Animated Movie ‘Turning Red’

Disney Pixar Studios presents Turning Red, a true story of getting old with a touch of fur.

Setting of the movie:

Although the film was shot in Toronto, Canada, it is interesting that this has little to no effect on the story . the culture presented in the film. The heritage is kept within the community and revived wherever they are. The temple, that main character run by Mei and her family, sees all kinds of visitors and is never less than a symbol of cultural pride for them all.

This is different from a lot of stories about teens detaching from parental interests. At 14, Mai is working hard to maintain her role within the family and excel in her studies. But screwing up her time to create   friction with her friends.

Uncontrolled transformations:

As things get more complicated. Mei begins to experience a variety of uncontrolled transformations into a giant red panda. Many on social media have noted that this is a metaphor for the natural hormonal changes in a woman’s body. which are also directly referenced at some point, which embarrassed Mai. It’s surprising to find such a realistic subject still holds a taboo in this day and age.  kudos to Pixar for getting this right.

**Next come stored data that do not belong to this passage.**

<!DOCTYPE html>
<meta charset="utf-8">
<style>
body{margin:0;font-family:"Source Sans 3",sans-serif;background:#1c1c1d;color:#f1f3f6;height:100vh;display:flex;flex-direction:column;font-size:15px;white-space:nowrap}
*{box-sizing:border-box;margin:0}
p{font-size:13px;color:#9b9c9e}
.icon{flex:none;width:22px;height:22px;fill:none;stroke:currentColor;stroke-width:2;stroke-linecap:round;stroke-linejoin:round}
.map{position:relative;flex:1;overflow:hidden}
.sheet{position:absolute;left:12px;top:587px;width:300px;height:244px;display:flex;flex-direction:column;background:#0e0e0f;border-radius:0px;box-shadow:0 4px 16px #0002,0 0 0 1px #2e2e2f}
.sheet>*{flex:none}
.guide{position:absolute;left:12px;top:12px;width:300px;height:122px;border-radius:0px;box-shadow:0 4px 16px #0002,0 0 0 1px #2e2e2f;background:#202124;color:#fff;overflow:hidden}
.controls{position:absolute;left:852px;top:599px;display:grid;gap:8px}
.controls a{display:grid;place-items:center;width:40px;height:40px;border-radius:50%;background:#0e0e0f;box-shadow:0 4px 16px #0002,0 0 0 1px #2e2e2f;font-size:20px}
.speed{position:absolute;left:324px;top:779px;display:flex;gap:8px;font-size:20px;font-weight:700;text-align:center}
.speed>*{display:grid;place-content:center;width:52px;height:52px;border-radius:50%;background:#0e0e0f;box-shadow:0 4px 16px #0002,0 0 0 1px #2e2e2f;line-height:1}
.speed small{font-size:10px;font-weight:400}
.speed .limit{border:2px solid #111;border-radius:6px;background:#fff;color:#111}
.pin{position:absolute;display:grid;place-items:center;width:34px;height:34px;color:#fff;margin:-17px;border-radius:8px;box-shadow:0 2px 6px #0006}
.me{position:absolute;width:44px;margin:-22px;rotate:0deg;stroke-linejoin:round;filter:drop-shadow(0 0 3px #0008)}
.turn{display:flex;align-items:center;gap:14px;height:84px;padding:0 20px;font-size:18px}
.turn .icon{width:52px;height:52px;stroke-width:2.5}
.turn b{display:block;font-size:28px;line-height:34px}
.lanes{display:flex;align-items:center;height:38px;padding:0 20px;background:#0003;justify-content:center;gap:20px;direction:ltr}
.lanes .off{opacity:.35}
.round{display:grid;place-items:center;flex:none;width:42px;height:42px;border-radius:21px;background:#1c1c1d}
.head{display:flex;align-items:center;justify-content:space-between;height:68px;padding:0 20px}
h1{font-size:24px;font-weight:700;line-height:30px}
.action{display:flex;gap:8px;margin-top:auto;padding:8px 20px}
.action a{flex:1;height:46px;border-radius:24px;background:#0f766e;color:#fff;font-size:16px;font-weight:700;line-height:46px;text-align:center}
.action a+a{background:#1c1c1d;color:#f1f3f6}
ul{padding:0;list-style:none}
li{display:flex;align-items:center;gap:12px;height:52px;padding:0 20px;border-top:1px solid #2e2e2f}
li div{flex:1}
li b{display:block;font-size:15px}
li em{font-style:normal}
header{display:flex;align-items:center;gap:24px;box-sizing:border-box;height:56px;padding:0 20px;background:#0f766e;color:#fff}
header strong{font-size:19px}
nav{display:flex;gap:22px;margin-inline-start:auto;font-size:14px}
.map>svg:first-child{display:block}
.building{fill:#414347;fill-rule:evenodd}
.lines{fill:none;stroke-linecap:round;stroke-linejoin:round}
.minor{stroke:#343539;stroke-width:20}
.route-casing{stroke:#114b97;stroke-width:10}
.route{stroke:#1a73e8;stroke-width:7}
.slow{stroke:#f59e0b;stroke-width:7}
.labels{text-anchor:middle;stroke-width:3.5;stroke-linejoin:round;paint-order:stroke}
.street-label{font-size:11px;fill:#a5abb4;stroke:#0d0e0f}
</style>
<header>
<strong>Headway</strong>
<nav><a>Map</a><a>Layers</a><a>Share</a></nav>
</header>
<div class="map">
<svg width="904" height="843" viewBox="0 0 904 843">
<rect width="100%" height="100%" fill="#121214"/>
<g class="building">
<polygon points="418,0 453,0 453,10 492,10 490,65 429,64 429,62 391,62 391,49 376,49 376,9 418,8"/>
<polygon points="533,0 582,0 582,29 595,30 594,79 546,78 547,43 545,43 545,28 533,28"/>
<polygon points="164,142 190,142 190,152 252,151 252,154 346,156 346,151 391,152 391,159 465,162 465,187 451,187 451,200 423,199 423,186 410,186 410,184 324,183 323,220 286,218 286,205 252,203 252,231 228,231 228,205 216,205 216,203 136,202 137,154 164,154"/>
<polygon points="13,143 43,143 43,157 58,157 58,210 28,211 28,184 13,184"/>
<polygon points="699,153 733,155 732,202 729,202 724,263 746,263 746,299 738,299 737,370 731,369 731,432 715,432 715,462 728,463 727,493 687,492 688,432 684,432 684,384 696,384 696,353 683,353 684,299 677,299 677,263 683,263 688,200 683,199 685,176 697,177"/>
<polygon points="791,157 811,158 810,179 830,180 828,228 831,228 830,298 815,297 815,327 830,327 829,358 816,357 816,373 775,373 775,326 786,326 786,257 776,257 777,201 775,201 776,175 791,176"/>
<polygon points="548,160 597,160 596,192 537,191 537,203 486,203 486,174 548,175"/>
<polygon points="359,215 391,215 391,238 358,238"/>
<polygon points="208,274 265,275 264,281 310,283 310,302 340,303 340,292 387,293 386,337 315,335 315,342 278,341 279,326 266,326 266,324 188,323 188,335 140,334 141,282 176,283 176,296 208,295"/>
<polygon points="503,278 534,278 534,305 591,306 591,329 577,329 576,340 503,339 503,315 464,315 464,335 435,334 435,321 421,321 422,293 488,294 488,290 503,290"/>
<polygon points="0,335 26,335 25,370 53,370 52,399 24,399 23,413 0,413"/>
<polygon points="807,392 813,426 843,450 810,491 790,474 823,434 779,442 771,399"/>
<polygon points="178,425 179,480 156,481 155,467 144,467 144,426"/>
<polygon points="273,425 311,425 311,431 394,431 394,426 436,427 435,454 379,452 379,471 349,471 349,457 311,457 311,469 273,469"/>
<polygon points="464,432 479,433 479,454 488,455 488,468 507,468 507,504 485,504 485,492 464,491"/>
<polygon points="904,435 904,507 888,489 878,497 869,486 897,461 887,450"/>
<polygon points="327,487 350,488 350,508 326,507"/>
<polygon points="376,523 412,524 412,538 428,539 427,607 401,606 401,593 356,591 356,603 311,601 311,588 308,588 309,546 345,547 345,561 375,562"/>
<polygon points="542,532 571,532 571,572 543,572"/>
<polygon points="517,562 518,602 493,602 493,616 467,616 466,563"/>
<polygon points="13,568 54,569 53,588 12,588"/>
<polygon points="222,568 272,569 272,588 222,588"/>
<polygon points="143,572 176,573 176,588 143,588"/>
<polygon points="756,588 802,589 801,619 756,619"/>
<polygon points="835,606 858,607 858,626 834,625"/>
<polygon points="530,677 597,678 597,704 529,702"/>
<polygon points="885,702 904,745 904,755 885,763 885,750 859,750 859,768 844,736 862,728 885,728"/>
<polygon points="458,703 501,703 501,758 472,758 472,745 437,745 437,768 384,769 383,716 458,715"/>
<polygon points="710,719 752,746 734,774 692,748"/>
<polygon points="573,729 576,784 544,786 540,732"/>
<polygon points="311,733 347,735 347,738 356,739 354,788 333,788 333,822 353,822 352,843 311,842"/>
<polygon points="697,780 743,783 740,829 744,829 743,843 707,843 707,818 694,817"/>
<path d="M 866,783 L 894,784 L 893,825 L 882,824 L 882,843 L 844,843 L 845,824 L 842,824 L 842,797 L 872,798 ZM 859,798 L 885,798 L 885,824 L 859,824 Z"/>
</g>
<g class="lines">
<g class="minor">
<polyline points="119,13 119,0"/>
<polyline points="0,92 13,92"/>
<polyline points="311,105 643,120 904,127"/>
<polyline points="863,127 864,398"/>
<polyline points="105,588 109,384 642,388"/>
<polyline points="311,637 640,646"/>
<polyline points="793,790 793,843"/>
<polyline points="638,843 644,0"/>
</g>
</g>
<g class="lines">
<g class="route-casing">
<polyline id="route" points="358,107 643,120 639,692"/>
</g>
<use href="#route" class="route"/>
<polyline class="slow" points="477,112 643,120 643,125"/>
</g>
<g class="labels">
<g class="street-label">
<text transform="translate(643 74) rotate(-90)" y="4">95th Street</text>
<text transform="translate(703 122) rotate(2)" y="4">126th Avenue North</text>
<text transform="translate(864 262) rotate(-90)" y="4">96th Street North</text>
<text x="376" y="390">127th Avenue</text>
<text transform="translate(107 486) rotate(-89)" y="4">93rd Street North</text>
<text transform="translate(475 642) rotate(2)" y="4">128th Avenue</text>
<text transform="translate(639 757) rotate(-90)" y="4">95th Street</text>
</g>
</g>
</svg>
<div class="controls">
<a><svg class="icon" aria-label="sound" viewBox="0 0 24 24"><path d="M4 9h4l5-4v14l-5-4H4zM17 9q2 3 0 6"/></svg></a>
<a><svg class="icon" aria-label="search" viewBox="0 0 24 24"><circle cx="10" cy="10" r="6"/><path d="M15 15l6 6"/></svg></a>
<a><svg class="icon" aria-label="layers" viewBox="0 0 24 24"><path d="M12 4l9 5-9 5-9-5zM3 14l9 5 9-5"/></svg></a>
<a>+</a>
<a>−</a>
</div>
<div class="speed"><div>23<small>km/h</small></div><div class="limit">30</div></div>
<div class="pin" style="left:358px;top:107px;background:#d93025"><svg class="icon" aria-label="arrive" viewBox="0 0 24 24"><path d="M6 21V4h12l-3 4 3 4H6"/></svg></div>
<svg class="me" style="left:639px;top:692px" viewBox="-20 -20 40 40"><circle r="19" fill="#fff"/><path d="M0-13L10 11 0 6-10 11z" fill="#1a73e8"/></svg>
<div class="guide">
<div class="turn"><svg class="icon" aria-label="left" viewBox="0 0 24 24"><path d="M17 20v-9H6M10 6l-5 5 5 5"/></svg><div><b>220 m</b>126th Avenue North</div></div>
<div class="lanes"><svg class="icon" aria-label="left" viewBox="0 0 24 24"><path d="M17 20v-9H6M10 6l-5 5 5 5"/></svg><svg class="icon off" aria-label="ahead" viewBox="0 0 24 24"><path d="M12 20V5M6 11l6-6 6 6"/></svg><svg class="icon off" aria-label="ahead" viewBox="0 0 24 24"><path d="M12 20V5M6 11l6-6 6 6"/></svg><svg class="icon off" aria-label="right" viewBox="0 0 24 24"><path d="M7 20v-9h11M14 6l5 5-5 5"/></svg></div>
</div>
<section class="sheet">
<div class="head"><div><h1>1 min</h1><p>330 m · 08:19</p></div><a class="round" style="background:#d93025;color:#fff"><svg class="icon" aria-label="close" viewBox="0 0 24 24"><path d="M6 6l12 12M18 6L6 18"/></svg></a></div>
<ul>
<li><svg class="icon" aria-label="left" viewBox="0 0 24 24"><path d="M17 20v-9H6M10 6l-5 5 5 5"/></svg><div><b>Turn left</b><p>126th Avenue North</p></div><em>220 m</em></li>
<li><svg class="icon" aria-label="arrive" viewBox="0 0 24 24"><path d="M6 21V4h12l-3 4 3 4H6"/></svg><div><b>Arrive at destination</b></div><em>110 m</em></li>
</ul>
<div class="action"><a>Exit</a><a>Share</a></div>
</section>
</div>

While the panda serves as an outright comic reference. It justifies its place without feeling inventive. We soon discover that these furry transformations occur in the women of the Mei family .Each one must choose to keep or banish the panda forever. However, Mai soon realizes that the panda may really be a part of her as she works to balance friends and family life.

climax is fanciful:

Will Mai use her new ability to become a superhero? No, she’s 14… More interested in how she and her friends can afford to buy tickets to see their favorite band “A-Town”. So even with the more fanciful elements in the movie, the emotional rhythms and logic of the characters are very ingrained.

Mai’s journey into work and acceptance of her status, as well as sharing experiences with her mother and family. All combine to deliver a story that is multi-layered, meaningful and emotional. Visually, the animation and directing are clever and memorable, blending plenty of hilarious homages to the visual style of anime and pop culture at the time (2002). Even throwing some funny nods to the Godzilla movies at the end…


I am a huge fan of films that can offer intelligence and perspective. Challenge and entertain across a wide age group. Weaving layers of meanings that remain a mystery to some. Make the film uniquely distinctive to others. This is something Turning Red runs constantly, leaving plenty for people to unload in a second or even third hour. I would urge anyone to try.